Here are some additional tips for protecting yourself from unhealthy air:

  • Wear a mask. If you must go outside when air quality is unhealthy, wear a mask that can filter out pollutants.
  • Keep your windows closed. When air quality is unhealthy, it's best to keep your windows closed to keep polluted air out of your home.
  • Use an air purifier. If you have an air purifier, use it to help clean the air in your home.
  • Moisturize your skin. Unhealthy air can dry out your skin, so it's important to moisturize regularly.
  • Drink plenty of fluids. Staying hydrated can help your body flush out pollutants.

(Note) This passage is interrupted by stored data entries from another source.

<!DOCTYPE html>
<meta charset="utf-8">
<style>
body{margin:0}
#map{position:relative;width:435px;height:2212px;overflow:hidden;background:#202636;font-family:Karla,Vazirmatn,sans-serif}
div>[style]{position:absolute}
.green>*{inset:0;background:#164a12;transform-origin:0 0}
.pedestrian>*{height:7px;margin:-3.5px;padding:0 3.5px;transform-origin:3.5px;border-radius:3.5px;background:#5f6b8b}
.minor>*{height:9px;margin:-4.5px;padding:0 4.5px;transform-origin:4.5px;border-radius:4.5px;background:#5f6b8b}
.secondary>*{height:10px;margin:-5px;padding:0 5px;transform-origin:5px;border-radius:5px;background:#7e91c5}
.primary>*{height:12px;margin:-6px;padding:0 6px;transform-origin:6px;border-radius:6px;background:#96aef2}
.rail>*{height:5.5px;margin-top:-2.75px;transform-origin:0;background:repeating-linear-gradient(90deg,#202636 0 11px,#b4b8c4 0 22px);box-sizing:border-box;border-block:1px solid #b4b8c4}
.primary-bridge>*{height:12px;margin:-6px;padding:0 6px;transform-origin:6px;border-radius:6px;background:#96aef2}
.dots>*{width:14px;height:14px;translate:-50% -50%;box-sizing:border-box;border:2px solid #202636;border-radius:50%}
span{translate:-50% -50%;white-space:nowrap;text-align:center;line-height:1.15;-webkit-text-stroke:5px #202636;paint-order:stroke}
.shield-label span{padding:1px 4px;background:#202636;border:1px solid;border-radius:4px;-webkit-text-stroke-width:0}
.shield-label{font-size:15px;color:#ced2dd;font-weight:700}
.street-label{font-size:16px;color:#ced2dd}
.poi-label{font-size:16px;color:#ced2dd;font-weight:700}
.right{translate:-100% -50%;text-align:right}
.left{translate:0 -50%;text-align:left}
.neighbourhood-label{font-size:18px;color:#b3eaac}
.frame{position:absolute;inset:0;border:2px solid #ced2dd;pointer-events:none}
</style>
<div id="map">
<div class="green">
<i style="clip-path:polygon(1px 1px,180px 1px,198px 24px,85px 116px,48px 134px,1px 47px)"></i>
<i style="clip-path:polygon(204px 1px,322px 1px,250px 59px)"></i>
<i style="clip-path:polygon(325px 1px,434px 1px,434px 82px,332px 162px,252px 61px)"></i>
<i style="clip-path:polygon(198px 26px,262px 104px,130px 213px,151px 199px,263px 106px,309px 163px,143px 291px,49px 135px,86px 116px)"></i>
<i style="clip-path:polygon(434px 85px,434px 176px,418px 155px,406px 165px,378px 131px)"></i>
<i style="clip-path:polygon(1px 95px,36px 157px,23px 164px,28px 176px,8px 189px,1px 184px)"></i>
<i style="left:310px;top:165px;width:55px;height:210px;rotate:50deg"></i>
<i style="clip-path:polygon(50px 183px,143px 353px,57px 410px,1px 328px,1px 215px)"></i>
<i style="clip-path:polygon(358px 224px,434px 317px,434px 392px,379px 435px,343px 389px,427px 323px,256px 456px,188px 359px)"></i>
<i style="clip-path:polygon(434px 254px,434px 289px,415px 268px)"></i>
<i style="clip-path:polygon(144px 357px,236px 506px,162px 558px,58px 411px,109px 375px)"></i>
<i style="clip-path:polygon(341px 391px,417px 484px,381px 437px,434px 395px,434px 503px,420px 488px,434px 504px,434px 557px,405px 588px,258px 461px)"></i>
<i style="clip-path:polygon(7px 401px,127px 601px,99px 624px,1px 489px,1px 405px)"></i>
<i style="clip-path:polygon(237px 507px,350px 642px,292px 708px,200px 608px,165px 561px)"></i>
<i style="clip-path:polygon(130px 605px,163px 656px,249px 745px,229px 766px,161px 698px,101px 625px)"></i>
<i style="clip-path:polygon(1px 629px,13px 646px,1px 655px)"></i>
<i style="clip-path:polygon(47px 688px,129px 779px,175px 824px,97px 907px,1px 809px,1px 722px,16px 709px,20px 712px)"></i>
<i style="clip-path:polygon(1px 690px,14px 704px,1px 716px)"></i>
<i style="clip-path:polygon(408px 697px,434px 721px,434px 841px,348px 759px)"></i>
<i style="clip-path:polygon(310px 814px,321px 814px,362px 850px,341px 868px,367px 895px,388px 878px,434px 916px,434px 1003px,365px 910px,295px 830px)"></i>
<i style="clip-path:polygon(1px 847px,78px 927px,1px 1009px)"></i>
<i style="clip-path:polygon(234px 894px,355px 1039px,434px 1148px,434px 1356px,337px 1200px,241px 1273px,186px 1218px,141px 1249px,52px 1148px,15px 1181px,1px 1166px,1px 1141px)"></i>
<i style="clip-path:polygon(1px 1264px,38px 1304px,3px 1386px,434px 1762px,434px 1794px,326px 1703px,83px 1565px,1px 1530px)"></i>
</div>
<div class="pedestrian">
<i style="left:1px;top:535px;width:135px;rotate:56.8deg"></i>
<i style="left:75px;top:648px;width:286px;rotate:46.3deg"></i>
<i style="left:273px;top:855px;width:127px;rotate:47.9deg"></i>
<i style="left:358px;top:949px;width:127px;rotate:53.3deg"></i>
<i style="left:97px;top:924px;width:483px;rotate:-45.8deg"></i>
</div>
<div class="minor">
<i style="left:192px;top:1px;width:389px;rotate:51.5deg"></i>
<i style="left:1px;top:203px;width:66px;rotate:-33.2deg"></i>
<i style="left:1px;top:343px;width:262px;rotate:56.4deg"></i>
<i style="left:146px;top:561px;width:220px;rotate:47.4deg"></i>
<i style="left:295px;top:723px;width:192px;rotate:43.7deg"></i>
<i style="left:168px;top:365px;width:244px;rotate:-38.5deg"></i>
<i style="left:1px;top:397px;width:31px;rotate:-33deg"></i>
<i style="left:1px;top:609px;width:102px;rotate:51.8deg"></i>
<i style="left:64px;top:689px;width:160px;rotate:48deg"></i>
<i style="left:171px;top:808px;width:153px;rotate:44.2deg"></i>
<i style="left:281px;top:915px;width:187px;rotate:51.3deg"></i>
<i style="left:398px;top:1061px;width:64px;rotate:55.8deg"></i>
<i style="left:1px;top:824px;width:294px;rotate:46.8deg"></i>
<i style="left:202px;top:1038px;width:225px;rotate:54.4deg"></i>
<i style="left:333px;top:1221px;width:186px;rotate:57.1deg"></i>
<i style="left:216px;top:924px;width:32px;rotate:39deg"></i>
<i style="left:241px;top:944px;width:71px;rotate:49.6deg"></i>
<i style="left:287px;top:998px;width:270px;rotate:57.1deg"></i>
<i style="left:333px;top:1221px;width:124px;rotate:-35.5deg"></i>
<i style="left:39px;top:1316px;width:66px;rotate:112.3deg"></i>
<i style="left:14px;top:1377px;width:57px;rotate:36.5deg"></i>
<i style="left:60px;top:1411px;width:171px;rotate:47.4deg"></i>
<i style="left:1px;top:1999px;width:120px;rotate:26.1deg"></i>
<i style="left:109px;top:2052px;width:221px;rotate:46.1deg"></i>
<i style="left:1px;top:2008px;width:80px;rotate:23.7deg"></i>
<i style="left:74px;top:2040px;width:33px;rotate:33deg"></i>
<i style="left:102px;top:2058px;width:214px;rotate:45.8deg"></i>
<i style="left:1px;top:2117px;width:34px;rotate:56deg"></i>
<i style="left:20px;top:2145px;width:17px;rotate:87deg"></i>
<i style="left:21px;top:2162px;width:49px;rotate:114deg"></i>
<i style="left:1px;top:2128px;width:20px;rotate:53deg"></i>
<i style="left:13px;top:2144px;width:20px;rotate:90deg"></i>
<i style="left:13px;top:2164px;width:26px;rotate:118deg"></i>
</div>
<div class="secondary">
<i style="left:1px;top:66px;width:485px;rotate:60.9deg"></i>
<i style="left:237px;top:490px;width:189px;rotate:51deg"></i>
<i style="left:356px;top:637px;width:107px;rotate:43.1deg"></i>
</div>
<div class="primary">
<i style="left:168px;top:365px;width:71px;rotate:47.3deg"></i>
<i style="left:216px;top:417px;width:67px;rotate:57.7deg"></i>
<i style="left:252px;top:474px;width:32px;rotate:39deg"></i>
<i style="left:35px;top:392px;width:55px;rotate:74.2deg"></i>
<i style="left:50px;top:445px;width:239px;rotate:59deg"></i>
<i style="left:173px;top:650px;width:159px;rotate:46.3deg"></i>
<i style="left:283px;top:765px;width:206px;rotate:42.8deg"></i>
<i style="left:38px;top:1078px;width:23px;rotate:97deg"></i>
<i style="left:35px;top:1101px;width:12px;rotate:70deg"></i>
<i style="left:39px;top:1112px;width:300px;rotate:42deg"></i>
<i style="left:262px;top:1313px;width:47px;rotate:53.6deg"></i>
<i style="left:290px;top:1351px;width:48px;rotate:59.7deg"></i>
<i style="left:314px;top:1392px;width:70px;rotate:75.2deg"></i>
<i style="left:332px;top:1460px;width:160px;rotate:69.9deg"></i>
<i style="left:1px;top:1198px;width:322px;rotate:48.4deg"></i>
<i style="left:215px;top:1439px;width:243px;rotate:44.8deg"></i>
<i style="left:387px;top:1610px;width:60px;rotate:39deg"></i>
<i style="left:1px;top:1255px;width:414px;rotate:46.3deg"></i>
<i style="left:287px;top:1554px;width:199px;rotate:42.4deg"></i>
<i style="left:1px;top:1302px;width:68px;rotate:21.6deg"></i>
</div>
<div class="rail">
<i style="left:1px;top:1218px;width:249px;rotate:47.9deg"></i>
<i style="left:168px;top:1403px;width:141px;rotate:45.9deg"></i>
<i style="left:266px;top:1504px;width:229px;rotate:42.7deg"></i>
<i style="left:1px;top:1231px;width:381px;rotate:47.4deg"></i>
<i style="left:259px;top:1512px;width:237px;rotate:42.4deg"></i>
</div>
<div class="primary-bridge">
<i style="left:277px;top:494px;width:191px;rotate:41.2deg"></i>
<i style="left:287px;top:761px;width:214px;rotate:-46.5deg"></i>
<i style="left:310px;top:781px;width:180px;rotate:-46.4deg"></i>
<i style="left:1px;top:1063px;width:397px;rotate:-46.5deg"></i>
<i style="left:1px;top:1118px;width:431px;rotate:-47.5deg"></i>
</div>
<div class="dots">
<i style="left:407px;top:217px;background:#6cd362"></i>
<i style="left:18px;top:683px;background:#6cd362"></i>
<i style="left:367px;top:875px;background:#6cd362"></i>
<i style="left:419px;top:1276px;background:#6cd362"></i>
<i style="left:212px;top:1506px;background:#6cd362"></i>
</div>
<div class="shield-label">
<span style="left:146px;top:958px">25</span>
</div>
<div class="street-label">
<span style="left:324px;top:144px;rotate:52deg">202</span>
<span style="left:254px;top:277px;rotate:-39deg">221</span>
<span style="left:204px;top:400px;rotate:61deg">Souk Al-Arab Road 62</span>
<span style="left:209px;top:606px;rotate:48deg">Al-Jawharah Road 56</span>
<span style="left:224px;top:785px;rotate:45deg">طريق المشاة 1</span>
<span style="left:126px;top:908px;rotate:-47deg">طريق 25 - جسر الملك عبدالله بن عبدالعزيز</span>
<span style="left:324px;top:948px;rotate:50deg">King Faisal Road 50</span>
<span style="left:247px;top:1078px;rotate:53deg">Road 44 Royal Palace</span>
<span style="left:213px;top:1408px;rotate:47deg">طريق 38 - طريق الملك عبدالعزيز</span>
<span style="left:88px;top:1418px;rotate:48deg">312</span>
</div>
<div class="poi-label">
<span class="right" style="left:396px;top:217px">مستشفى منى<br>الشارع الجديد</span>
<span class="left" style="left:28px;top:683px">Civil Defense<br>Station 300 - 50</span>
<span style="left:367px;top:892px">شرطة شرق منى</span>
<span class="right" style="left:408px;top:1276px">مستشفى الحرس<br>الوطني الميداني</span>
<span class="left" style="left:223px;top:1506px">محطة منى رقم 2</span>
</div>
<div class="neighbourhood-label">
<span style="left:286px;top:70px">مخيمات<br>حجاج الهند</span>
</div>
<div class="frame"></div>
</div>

What is normal air quality?

Normal air quality is air that is not polluted and does not pose a health risk to most people. The Air Quality Index (AQI) is a measure of air quality, and an AQI of 0 to 50 is considered to be good.

What is the AQI index?

The Air Quality Index is what the U.S. Department of Environmental Protection uses as a measure for air quality. It is a score that runs from 0 to 500 — the higher the number the worse the air quality — which is a representation of the number of pollutants in the lower atmosphere.

Here is how to read the categories for the AQI index:

  • Good: 0 to 50. Air quality is satisfactory and pollutants pose no risk
  • Moderate: 51 to 100. Air quality is acceptable. However, there may be a risk for some people, particularly those who are unusually sensitive to air pollution.
  • Unhealthy for Sensitive Groups: 101 to 150  Members of sensitive groups may experience health effects. The general public is less likely to be affected.
  • Unhealthy: 151 to 200. Some members of the general public may experience health effects; members of sensitive groups may experience more serious health effects.
  • Very Unhealthy: 201 to 300. Health alert: The risk of health effects is increased for everyone.
  • Hazardous: 301 and higher. Health warning of emergency conditions; everyone is more likely to be affected.